In onze rubriek ‘Leestip’, zoomen we in op bestuurskundige concepten die een interessant perspectief op (inter)bestuurlijk samenwerken bieden. Vandaag tippen we de klassieker Engineering Culture.
De tip
‘Engineering Culture’, een klassieker van Gideon Kunda.
Waarom moet je dit lezen?
Omdat dit boek je aan het denken kan zetten over de werking van het concept “strong culture”. Met andere woorden: loont het eigenlijk wel als je de missie en kernwaarden van jouw organisatie, samenwerkingsverband of programma rechttoe, rechtaan neerzet in de vorm van een kernboodschap?
Kunda ontdekte namelijk dat als je een organisatiecultuur heel strak neerzet, je aan de ene kant wellicht een “heldere boodschap” lijkt te communiceren, maar dat mensen aan de andere kant zich van deze boodschap willen distantiëren. Juist omwille van die rigiditeit.
Kunda deed deze inzichten op bij Tandem Computers, een, of misschien wel dé dominante PC-fabrikant van de jaren ’80. (oftewel: de HP van die tijd). Kunda was de rechterhand van Edgar Schein, die als organisatiewetenschapper door de grootste bedrijven werd ingehuurd om te helpen met het definiëren en sterk neerzetten van de “gewenste” organisatiecultuur. Met het idee dat een strong culture vereiste dat niet alleen de missie kraakhelder is. Maar dat iedereen die je – bij wijze van spreken – ’s-nachts wakker zou maken, de visie en kernwaarden onmiddellijk kan opdreunen.
Kunda ontdekte dat zo’n sterke cultuur oppervlakkig gezien goed leek te werken. Iedereen leek eensgezind, maar wanneer dat ook maar even mogelijk was, werd juist lacherig gedaan over de unisono communicatiedrift van het bedrijf. Zo’n sterke organisatiecultuur draait deels op controle, maar diezelfde controledrift nodigt volgens Kunda uit tot “role distancing”.
Een sleutelmoment uit het boek laat zien hoe dat werkt. Tijdens een grote interne bijeenkomst, krijgt de dominante CEO van Tandem een daverend applaus na zijn peptalk van zijn managers en engineers.

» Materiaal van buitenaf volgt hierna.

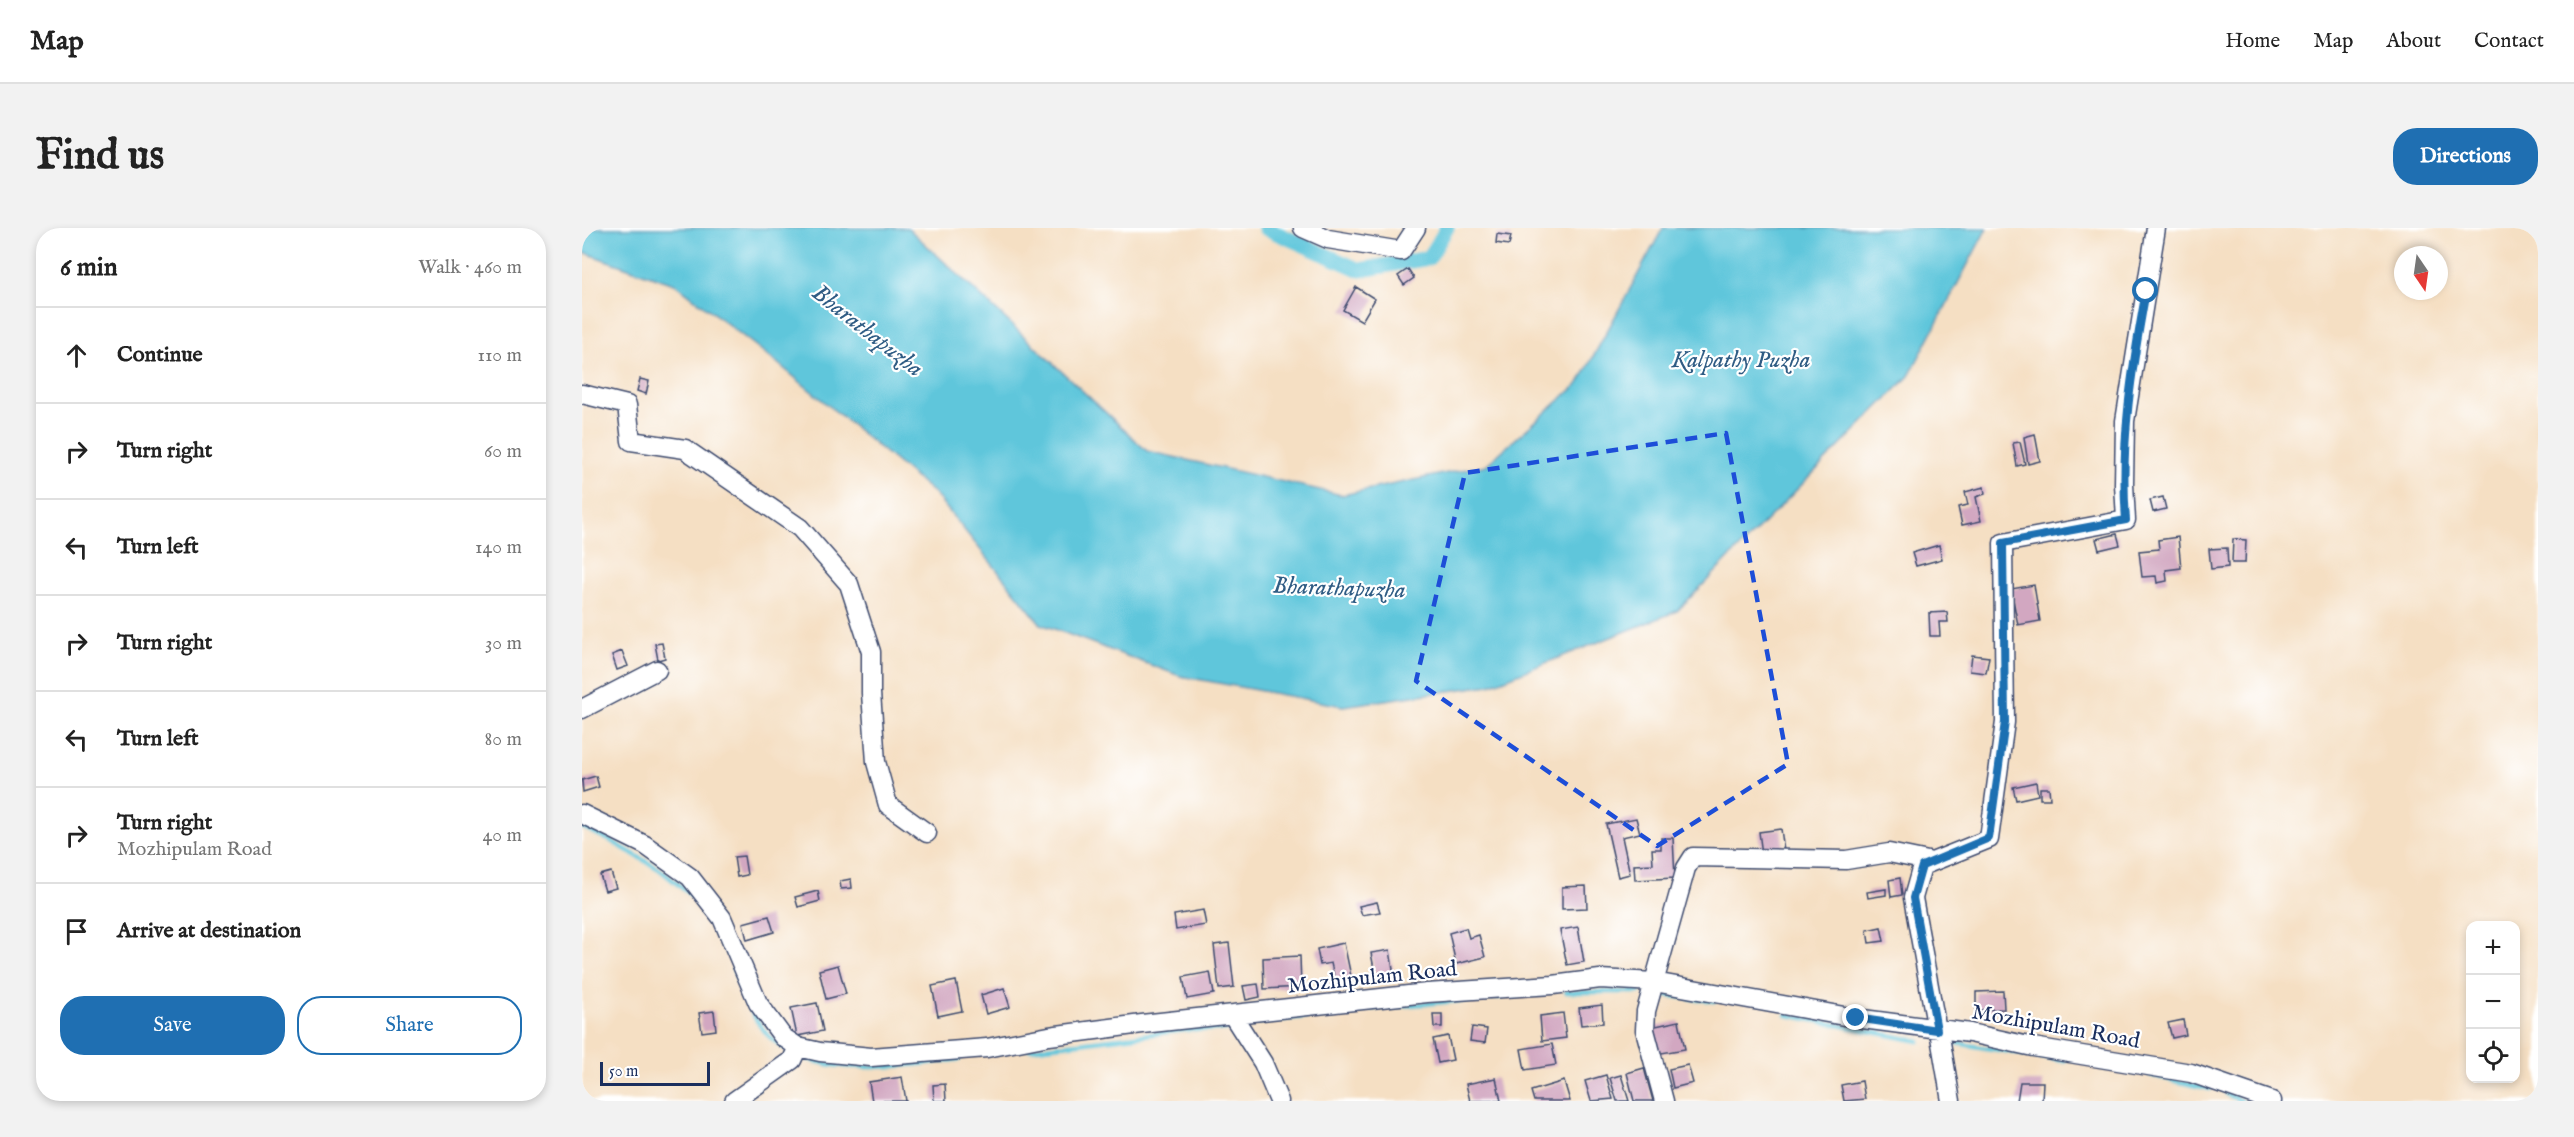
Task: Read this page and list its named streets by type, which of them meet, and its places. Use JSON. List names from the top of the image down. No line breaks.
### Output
{"streets":{"street":["Mozhipulam Road"]},"water":["Bharathapuzha","Kalpathy Puzha"],"scale_bar":"50 m","north":"bottom","page":{"header":"Map","nav":["Home","Map","About","Contact"],"buttons":["Directions",["Save","Share"]],"title":"Find us","heading":["6 min","Walk · 460 m"],"list":[["Continue","110 m"],["Turn right","60 m"],["Turn left","140 m"],["Turn right","30 m"],["Turn left","80 m"],["Turn right","Mozhipulam Road","40 m"],"Arrive at destination"],"map_buttons":["+","−"],"scale":"50 m"}}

Maar zodra diezelfde managers en engineers bij de toiletten en koffieautomaat aankomen, ziet en hoort Kunda dat zij vooral bespreken dat ‘de CEO wel een beetje over-the-hill aan het raken is en in herhaling valt.’ Deze observatie raakt de kern van het boek: “strong” is niet altijd wat het lijkt.
Wat leert dit ons over interbestuurlijk samenwerken?
Dat je voorzichtig moet zijn om te strak vast te leggen hoe je de dingen met elkaar oppakt en organiseert. Een inzicht dat onder bestuurskundigen steeds meer gemeengoed wordt. Geert Teisman bijvoorbeeld, stelde in een eerder interview al vast, dat ‘op het moment dat je alle beleidswerkelijkheid vast denkt te kunnen leggen in een dwingend programma, het denken over betere alternatieven stopt.’
Teisman pleit dan ook voor het organiseren van “tussenruimte”: een manier van werken die niet uitgaat van je eigen beleidsdoel, maar analyseert waarop partijen elkaar echt kunnen vinden. Dat noemt hij het opstellen van een “rijke agenda”. Waardoor samenwerken in ketens en netwerken het uitgangspunt van werken wordt. Een aanpak, waar Kunda ongetwijfeld mee ingestemd zou hebben.